Having finished my latest Pelevin novel, Generation «П» (1999), I’m simultaneously amused and a bit disappointed — I’m glad I read it, mind you, but it signals what from my point of view is a descent from a generalized mystico-sociopolitical madness grounded in history (Russian and Soviet) to a ripped-from-the-headlines version that made him even more popular at the time and that he has continued ever since. I’ll let Mark Lipovetsky provide a general description (from his chapter “Postmodernist Novel” in Russian Literature since 1991 — see this post):
When Generation “P” (translated in English as Homo Zapiens and Babylon) appeared, the majority of Russian critics contemptuously attributed the novel’s unprecedented success to its political relevance — a fantastic version of the 1998 “default” of Russia’s economy and the subsequent resignation of the government – as well as to Pelevin’s recognizable parodies of numerous TV commercials. It was the first of Pelevin’s novels in which the writer displayed his unique sensibility to the “political unconscious” of the given moment and his ability to materialize phantasms hidden in political rhetoric by captivating and grotesque plots and images. However, what initially seemed well-packed journalism, is today almost universally acknowledged as one of the most impressive snapshots of, if not monuments to, the first post-Soviet decade.
Furthermore, when rereading Pelevin’s novel today, one cannot fail to notice its prognostic aspect.
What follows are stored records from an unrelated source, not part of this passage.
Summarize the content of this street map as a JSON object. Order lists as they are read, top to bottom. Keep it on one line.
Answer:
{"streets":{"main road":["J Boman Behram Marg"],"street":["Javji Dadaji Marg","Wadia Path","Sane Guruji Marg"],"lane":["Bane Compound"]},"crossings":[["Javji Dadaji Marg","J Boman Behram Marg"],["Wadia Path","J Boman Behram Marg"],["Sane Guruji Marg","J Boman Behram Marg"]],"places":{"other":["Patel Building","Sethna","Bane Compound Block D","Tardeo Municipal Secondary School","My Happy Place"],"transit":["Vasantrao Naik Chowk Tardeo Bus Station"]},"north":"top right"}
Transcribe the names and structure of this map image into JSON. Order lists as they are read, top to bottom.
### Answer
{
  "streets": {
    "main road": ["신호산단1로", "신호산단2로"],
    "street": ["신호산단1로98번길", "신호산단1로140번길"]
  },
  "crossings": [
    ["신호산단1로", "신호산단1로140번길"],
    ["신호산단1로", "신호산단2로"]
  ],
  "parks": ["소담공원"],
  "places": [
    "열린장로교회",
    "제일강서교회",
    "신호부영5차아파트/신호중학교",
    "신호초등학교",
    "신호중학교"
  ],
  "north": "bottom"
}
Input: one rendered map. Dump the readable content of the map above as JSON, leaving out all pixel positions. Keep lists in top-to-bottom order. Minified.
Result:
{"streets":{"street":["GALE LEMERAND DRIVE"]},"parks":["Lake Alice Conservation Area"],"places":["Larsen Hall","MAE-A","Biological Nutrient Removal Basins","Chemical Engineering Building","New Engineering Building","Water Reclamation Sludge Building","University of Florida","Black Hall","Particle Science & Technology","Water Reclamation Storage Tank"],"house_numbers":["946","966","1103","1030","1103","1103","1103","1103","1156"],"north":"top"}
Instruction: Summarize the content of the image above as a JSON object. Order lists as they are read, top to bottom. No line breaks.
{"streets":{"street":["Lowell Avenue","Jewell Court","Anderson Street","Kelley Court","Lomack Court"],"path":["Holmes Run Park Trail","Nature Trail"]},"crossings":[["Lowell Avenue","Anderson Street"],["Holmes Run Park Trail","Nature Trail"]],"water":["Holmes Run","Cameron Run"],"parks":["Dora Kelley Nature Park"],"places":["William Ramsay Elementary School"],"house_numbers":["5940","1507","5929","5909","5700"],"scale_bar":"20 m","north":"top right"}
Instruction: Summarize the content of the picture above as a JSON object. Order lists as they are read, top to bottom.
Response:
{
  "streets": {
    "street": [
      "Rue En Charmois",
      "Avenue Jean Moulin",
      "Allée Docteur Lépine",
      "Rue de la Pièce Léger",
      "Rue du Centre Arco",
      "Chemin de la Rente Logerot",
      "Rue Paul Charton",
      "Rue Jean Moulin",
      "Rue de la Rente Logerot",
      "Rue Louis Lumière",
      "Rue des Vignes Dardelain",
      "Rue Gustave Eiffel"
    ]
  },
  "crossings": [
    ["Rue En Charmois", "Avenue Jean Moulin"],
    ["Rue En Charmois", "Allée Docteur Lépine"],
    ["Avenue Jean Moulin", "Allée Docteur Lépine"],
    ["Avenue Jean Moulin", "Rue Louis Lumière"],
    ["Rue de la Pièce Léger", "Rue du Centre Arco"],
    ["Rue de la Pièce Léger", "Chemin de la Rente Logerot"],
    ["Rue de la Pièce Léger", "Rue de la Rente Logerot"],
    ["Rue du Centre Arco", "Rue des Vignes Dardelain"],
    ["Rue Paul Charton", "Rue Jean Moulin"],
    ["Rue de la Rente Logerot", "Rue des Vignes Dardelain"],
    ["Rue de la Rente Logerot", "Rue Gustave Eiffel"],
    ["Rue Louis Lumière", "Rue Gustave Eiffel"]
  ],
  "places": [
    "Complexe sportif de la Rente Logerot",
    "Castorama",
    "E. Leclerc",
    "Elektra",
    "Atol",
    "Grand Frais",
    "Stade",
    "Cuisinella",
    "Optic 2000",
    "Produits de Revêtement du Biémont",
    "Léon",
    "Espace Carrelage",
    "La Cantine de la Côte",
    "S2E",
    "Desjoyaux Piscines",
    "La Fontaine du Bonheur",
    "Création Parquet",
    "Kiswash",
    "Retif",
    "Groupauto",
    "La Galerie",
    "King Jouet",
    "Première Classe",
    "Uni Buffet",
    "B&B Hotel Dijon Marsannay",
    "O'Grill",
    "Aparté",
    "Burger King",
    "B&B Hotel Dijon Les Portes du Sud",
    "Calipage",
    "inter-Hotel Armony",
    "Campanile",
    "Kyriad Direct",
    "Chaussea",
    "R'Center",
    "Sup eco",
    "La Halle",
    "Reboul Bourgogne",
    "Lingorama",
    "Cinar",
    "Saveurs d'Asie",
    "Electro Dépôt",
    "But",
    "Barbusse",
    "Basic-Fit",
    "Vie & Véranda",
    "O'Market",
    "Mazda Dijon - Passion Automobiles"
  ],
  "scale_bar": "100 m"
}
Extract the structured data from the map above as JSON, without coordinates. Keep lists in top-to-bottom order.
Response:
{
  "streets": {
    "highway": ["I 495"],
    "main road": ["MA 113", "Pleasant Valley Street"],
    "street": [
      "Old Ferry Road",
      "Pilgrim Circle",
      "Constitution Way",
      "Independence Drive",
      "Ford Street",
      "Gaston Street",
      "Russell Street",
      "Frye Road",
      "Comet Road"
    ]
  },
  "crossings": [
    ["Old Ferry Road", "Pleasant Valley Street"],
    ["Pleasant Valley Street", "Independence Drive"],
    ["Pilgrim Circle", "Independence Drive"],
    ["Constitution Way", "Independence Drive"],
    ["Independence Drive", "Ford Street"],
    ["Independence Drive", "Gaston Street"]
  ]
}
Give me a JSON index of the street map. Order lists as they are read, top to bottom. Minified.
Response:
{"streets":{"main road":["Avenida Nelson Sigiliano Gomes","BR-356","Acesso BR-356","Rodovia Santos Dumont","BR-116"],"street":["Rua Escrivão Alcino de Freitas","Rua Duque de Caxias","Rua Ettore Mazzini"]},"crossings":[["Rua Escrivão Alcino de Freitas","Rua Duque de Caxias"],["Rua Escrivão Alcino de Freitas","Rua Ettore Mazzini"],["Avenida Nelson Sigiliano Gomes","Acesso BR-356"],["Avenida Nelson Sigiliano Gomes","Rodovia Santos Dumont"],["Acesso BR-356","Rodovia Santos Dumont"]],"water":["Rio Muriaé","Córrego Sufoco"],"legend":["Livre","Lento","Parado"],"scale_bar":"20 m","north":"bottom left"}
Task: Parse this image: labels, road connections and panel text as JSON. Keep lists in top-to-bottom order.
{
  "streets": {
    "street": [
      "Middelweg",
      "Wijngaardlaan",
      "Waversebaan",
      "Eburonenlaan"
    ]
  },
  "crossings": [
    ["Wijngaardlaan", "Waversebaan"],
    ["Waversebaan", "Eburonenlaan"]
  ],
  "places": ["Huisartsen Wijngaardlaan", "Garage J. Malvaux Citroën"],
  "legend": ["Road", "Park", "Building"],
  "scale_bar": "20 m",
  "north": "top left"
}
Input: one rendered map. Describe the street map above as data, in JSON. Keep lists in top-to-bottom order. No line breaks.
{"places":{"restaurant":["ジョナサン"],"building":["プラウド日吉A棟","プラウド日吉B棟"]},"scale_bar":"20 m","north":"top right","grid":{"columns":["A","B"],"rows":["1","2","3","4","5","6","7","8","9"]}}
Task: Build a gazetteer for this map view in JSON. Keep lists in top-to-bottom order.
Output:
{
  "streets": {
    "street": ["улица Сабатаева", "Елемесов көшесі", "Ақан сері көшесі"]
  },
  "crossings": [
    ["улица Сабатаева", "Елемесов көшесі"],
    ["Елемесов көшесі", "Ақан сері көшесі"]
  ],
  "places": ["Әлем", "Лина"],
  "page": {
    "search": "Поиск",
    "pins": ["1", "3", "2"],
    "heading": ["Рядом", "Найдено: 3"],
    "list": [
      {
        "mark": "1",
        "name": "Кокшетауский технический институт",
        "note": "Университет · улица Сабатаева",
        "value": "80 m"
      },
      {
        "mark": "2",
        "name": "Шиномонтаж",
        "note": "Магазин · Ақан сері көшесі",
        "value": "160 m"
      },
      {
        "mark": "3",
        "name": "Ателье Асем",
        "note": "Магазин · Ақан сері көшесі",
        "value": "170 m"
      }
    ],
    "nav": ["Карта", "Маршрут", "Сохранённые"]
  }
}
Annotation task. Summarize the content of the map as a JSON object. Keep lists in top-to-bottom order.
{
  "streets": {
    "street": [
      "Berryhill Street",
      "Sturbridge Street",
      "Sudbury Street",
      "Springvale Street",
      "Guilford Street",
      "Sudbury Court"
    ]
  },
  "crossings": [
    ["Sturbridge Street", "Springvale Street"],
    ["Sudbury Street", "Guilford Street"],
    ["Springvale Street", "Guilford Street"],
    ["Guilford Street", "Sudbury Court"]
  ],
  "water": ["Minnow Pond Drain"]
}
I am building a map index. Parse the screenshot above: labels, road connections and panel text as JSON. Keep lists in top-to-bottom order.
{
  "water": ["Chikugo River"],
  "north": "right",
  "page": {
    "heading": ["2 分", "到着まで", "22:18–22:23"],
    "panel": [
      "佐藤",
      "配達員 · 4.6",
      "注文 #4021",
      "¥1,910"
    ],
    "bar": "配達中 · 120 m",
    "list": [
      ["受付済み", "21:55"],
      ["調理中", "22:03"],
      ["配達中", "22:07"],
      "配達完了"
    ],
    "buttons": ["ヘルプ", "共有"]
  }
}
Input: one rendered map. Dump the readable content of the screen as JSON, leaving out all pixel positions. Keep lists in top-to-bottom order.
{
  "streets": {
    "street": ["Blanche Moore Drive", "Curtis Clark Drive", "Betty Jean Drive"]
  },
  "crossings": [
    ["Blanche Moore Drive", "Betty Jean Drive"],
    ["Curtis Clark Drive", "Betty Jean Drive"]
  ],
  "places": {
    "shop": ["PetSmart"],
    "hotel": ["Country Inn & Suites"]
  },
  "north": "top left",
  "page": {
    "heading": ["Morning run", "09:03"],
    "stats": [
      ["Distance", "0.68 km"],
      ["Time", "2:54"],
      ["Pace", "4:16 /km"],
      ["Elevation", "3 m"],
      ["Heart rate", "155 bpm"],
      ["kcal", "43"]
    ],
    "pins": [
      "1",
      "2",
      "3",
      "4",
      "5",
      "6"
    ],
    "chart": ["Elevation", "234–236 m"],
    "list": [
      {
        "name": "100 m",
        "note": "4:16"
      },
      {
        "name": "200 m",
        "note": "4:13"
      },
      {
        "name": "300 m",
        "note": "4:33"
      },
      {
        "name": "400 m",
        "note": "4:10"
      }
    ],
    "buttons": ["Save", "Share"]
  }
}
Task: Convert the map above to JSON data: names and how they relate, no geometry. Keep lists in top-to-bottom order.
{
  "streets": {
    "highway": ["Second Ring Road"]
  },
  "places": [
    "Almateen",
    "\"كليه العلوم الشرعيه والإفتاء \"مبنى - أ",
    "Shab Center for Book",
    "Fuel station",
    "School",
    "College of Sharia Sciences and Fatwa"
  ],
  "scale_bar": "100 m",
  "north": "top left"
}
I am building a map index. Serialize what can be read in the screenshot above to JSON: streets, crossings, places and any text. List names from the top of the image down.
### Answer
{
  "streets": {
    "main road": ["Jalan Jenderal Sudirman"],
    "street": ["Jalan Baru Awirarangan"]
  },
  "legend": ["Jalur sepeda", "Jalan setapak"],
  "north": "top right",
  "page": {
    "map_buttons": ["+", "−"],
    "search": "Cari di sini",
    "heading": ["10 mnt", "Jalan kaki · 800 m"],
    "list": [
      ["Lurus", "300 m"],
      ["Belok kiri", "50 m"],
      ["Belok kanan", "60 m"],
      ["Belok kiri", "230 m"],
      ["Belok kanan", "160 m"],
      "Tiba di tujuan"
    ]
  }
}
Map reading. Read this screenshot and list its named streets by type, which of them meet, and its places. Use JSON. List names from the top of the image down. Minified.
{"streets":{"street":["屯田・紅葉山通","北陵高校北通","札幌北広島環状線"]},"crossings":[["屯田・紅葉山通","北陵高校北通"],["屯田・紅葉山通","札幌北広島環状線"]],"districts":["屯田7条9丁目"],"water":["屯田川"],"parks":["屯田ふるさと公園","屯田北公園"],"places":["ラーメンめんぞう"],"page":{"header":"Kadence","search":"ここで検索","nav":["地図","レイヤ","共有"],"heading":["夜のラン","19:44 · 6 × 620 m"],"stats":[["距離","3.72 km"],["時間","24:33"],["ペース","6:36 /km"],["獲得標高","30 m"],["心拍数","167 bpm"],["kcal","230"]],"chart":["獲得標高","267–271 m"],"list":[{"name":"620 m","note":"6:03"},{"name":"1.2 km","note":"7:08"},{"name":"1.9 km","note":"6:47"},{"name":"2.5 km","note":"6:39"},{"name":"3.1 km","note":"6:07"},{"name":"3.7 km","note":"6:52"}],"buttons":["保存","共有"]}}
Even on a surface level, the novel presents a shrewd political forecast for the 2000s. In Generation “P,” a graduate from the Literary Institute trained to translate poetry from languages he does not know, a character without features but with a “pile of cynicism,” Vavilen Tatarsky, a virtual non-entity and pawn on the chessboard of invisible mighty players, becomes a copywriter, first for commercial then subsequently political advertisements, and as a result rises to the position of the supreme ruler of the media space, the living god and head of the ancient Guild of Chaldeans secretly ruling post-Soviet Russia.
Lipovetsky goes on to analyze the mythological and political aspects, which don’t interest me very much (not to mention that the politicians and businessmen of the day have long been forgotten); what does, and what kept me reading with pleasure, is Pelevin’s unquenchable linguistic humor, which keeps coming up with gems like these:
Эти агентства множились неудержимо — как грибы после дождя или, как Татарский написал в одной концепции, гробы после вождя. ‘These agencies multiplied irrepressibly — like mushrooms after rain, or, as Tatarsky wrote in a conception [i.e., outline/plan for an ad — I don’t know what this would be in English], like graves after the Leader [i.e., Stalin; he changes griby posle dozhdya to groby posle vozhdya].’
МАЛ, ДА УД АЛ [a slogan for a condom] ‘SMALL, BUT THE PENIS IS RED’ [a slight deformation of the saying мал, да удал ‘small but bold’ — i.e., don’t judge a person by outward appearance]
Седера Луминоса [a play on Сендеро Луминосо ‘Sendero Luminoso’]
кока-колготки, кока-колбаски, кока-колымские рассказы ‘Coca-pantyhose [kolgotki], Coca-sausages [kolbaski], Coca-Kolyma stories’
Mercedes is transformed into Merdeses (to get merde) and then Merde-SS
«Богоносец Потемкин» [ship name Godcarrier Potemkin, with богоносец ‘God-carrier, bearer of a religious mission’ a play on броненосец ‘battleship’]
That’s just a random sampling; he tosses them off the way Mozart tossed off tunes. The ads are also hilarious even if you don’t know the originals he’s riffing off, and I loved the bit where Tatarsky calls a friend late at night because he’s having a bad acid trip — the friend gives him a mantra to repeat, Ом мелафефон бва кха ша [Om melafefon bva kkha sha], which he later admits is a slight alteration of the Hebrew phrase od melafefon bevakasha ‘more cucumber, please’ (which is especially amusing because the friend urges him to repeat it while drinking vodka, cucumber being a traditional zakuska). Pelevin’s obsession with drugs (especially hallucinogenic), organized crime (and its jargon), and Buddhism (in what I’m guessing is a very idiosyncratic version) can become wearying, but I never get tired of his jokes. (Incidentally, the name Vavilen is derived from Vasily Aksyonov + Vladimir Ilich Lenin, which is a good joke in itself; it also sounds like Vavilon ‘Babylon,’ which winds up being a reason he gets elevated to godlike status.) Of course, most of the jokes will be lost in translation, but it’s a fun read anyway. Oh, and the “P” in the title stands for Pepsi… but of course we can’t help but think of Pelevin as well.